Already the Amazon is receiving less rain than previously as a result of a changing climate.
Deforestation and climate change could ‘doom the Amazon’
The Amazon’s forests are among the last true refuges of biodiversity in the world, but they are being lost to deforestation and forest fires at an alarming pace. The planet’s largest tropical rainforest still covers some 6.9 million square kilometers, but the high rate of deforestation means that the Amazon is disappearing fast even as forest fragmentation is increasing.
Worse: climate change is taking its own toll on the Amazon’s forests, which could soon reach a point of no return. If that happens, what is still forest could turn into savannah-like grassland. Needless to say, that would be a severe blow to biodiversity with the permanent loss of numerous species of flora and fauna.
And that day could be sooner than we think, a team of scientists at the Stockholm Resilience Center has warned. Even relatively minor changes in precipitation could have dramatic consequences for the Amazon’s rainforests, which could thin out into a savanna-like state if rainfall drops below a certain threshold, they say, citing the results of their computer models.
Already the Amazon is receiving less rain than previously as a result of a changing climate. “In around 40 percent of the Amazon, the rainfall is now at a level where the forest could exist in either state — rainforest or savanna, according to our findings,” says Arie Staal, a former postdoctoral researcher at the Stockholm Resilience Centre and the Copernicus Institute of Utrecht University who was the lead author of a study.

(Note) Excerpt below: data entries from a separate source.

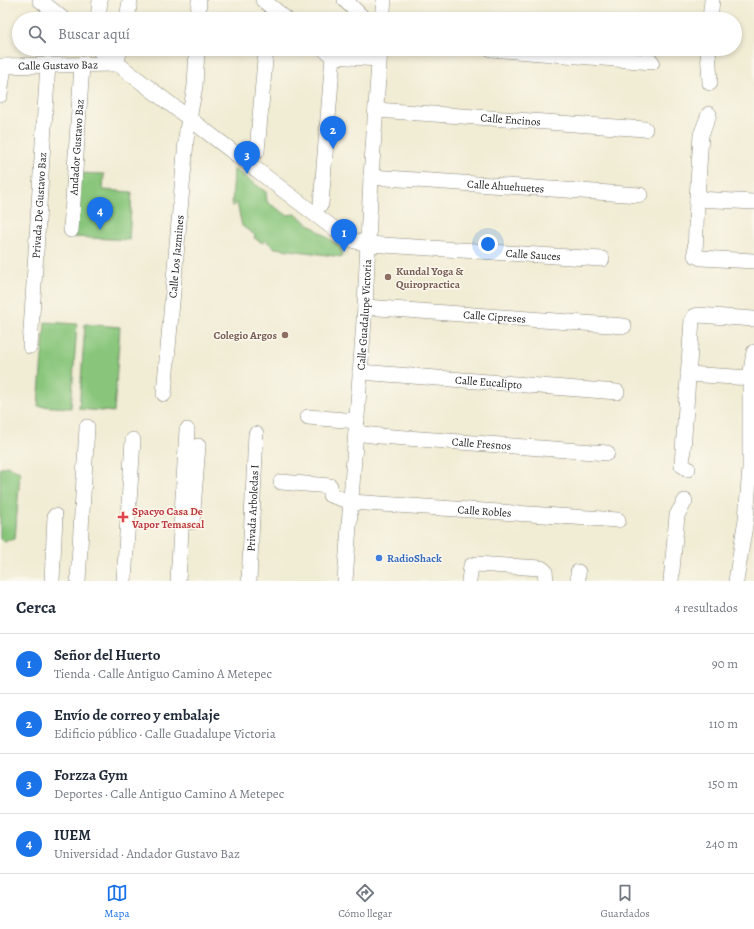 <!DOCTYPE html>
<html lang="es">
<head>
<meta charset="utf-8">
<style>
	:root { --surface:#fff; --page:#f6f6f7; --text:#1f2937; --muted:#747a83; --line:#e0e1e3; --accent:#1a73e8 }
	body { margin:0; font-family:Alegreya,serif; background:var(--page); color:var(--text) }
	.you { position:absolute; left:488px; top:244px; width:14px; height:14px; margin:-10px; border:3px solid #fff; border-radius:50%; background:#1a73e8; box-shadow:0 0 0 6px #1a73e833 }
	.badge { display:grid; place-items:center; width:26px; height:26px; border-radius:50%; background:var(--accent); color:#fff; font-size:13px; font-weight:700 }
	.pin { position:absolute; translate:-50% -33px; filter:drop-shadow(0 1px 2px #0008) }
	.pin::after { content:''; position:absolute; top:21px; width:14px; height:12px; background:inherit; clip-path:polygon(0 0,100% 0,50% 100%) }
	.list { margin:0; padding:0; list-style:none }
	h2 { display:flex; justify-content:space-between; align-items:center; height:52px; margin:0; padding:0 16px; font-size:17px }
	h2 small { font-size:13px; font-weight:400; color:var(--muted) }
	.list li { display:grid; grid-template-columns:26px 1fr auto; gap:12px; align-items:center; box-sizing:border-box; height:60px; padding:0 16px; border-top:1px solid var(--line) }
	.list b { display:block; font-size:15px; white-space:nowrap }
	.list p { margin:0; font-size:13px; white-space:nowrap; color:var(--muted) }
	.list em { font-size:13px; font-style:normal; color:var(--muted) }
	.icon { flex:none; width:22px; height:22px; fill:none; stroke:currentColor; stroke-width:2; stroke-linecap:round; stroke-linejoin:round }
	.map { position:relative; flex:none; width:754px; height:581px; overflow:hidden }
	.search { position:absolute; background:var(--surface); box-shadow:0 2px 6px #0003; left:12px; right:12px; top:12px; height:44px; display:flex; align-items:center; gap:10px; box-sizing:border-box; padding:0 14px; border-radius:22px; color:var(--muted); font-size:15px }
	.sheet { height:292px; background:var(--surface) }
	nav { display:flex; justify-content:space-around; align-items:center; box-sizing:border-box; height:56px; border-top:1px solid var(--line); background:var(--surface); font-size:11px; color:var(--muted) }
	nav a { display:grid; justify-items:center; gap:2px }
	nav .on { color:var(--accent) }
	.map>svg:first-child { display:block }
	.pitch { fill:#89c67c; stroke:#52714c }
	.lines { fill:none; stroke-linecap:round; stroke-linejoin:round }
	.minor-casing { stroke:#868478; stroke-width:16 }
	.minor { stroke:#fff; stroke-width:15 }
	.education-dot { fill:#8d6e63; stroke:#fbf7ec; stroke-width:1.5 }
	.health-dot { fill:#e0444e; stroke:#fbf7ec; stroke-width:1.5 }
	.shop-dot { fill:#3f7fe0; stroke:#fbf7ec; stroke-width:1.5 }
	.labels { text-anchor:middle; stroke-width:3; stroke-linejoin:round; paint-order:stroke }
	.street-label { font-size:11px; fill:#1c1c1c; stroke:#fbf7ec }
	.education-label { font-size:11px; font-weight:bold; fill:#785e54; stroke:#fbf7ec; text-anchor:start }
	.health-label { font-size:11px; font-weight:bold; fill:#be3a42; stroke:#fbf7ec; text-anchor:start }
	.shop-label { font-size:11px; font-weight:bold; fill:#366cbe; stroke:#fbf7ec; text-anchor:start }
</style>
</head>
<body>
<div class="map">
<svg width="754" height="581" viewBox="0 0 754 581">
	<rect width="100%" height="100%" fill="#fbf7ec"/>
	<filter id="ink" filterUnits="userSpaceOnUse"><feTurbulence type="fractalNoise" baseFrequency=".025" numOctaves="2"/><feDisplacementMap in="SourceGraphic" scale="8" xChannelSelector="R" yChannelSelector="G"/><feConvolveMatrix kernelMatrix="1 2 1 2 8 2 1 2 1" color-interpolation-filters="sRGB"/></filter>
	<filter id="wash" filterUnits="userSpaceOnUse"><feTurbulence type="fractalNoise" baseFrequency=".012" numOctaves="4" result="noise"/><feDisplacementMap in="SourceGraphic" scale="16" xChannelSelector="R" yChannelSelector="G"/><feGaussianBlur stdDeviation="0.9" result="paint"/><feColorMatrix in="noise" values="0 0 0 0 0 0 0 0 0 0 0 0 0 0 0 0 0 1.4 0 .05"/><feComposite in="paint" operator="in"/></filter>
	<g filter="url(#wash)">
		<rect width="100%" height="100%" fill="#f1ecd4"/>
		<!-- pitch -->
		<path class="pitch" d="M234,169l32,23 1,10 20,13 8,-1 47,34v9l-67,-9 -10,-8 -2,3 -9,-5 1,-3 -13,-9 -5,-23 -5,3z
			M76,173l28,1 -1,16 29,2 -3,48 -56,-3z
			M45,322l32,2 -6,84 -33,-2z
			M85,324l35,3 -6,85 -35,-3z
			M7,466l13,6 -5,67 -12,2 -3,-2v-71z"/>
	</g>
	<g filter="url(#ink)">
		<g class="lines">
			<defs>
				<g id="minor">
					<path d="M40,0l23,19"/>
					<path d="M263,0l23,19"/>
					<path d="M345,0l19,19"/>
					<path d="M98,19l2,-19"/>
					<path d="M127,19l3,-19"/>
					<path d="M198,19l1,-19"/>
					<path d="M382,19l2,-19"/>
					<path d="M710,19l2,-19"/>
					<path id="s1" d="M98,49l243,185 14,7 13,3 234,15"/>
					<path d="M324,49l9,7 46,3"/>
					<path d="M491,49l161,13"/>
					<path d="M708,49l2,34"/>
					<path d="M116,64l4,-15"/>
					<path id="s2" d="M0,66l116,-2"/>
					<path d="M0,95l4,-29"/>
					<path id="s3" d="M376,110l269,19"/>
					<path d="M709,114l-8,21 -4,64 -2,56 6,3 53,3"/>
					<path d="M257,151l9,-102"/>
					<path id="s4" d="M371,177l269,18"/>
					<path d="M697,199l57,3"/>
					<path d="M321,204l12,-148"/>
					<path id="s5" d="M71,230l11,-165"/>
					<path id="s6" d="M365,307l259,19"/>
					<path id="s7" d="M30,346l18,-282"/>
					<path id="s8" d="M360,372l257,20"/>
					<path d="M688,374l62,4"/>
					<path id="s9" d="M164,394l23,-264 8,-44 2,-37"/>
					<path d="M308,417l49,4"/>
					<path id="s10" d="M356,433l24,3 227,17"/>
					<path d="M688,469l-6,-4 10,-145 3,-4 3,-1 56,4"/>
					<path id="s11" d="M281,482l49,4v9l21,7 267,18"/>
					<path d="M192,522l6,-76"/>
					<path d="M578,572v9"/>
					<path d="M52,581l3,-65"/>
					<path d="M78,581l9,-154"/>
					<path d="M124,581l9,-141"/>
					<path d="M178,581l9,-151"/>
					<path id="s12" d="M249,581l7,-147"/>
					<path id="s13" d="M345,581l20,-274 6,-130 9,-128"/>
					<path d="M469,581l2,-15 5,-2 65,4 4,3 1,10"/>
					<path d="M671,581l6,-66 8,-14"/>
					<path d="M736,581l10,-62 4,-51v-90l4,-26"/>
				</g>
			</defs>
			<!-- minor casing -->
			<use href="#minor" class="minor-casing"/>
			<!-- minor -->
			<use href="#minor" class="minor"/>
		</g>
	</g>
	<!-- markers -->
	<g class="education-dot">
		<circle cx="388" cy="277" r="4"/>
		<circle cx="285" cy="335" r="4"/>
	</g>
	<path class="health-dot" d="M121 511h4v4h4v4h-4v4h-4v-4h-4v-4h4z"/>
	<circle class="shop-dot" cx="379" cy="558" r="4"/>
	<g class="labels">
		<!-- street labels -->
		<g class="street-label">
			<text dy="4" stroke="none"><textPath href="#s2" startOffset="58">Calle Gustavo Baz</textPath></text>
			<text dy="4" stroke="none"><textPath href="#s3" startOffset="135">Calle Encinos</textPath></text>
			<text dy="4" stroke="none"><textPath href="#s5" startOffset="83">Andador Gustavo Baz</textPath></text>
			<text dy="4" stroke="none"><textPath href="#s4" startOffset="135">Calle Ahuehuetes</textPath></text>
			<text dy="4" stroke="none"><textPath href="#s7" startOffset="141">Privada De Gustavo Baz</textPath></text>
			<text dy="4" stroke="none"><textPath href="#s1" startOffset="500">Calle Sauces</textPath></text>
			<text dy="4" stroke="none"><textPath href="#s9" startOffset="138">Calle Los Jazmines</textPath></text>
			<text dy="4" stroke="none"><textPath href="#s13" startOffset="267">Calle Guadalupe Victoria</textPath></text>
			<text dy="4" stroke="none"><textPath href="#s6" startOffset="130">Calle Cipreses</textPath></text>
			<text dy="4" stroke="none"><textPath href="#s8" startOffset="129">Calle Eucalipto</textPath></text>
			<text dy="4" stroke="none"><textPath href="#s10" startOffset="126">Calle Fresnos</textPath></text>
			<text dy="4" stroke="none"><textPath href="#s12" startOffset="73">Privada Arboledas I</textPath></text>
			<text dy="4" stroke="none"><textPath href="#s11" startOffset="214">Calle Robles</textPath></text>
		</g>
		<!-- education labels -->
		<g class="education-label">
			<text x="396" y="275">Kundal Yoga &amp;<tspan x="396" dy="13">Quiropractica</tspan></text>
			<text x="277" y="339" text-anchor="end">Colegio Argos</text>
		</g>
		<!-- health labels -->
		<g class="health-label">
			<text x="132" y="515">Spacyo Casa De<tspan x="132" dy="13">Vapor Temascal</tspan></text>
		</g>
		<!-- shop labels -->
		<g class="shop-label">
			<text x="387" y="562">RadioShack</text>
		</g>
	</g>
</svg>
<div class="you"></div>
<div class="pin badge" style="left:344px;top:252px">1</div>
<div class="pin badge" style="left:333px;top:149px">2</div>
<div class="pin badge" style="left:247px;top:174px">3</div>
<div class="pin badge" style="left:100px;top:230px">4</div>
<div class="search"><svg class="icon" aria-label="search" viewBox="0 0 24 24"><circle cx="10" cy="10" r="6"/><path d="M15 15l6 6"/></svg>Buscar aquí</div>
</div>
<section class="sheet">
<h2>Cerca<small>4 resultados</small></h2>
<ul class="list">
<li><span class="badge">1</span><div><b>Señor del Huerto</b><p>Tienda · Calle Antiguo Camino A Metepec</p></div><em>90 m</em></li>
<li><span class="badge">2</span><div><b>Envío de correo y embalaje</b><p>Edificio público · Calle Guadalupe Victoria</p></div><em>110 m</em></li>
<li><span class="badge">3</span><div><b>Forzza Gym</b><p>Deportes · Calle Antiguo Camino A Metepec</p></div><em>150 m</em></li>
<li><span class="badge">4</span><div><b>IUEM</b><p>Universidad · Andador Gustavo Baz</p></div><em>240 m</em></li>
</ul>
</section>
<nav>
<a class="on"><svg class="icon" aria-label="map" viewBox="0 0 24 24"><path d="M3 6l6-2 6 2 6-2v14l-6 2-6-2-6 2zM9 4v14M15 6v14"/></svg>Mapa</a>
<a><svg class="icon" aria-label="directions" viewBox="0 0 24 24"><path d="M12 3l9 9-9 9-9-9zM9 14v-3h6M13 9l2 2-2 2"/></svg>Cómo llegar</a>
<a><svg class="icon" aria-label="saved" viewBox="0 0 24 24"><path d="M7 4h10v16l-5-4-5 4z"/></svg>Guardados</a>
</nav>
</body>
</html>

Staal and his colleagues have simulated what the disappearance of tropical forests worldwide would mean in an extreme scenario meant to provide answers about the resilience and stability of forests in the tropics. The researchers ran several simulations based on different scenarios. In one no forests have been left in the tropics across Africa, the Americas, Asia and Australia.
“The dynamics of tropical forests is interesting,” Staal explains. “As forests grow and spread across a region this affects rainfall — forests create their own rain because leaves give off water vapour and this falls as rain further downwind. Rainfall means fewer fires leading to even more forests.”
The researchers have also found that as deforestation gathers pace along with climate change, more and more parts of the Amazon are expected to lose their natural resilience to a changing climate. They will become more likely to dry out and transition into a savanna-type ecosystem.
Nor will forests be able to bounce back and regrow any time soon in such a scenario. And even if they did, the species that have already gone extinct with the loss of those forests could never come back.
“We understand now that rainforests on all continents are very sensitive to global change and can rapidly lose their ability to adapt,” says Ingo Fetzer of the Stockholm Resilience Centre. “Once gone, their recovery will take many decades to return to their original state. And given that rainforests host the majority of all global species, all this will be forever lost.”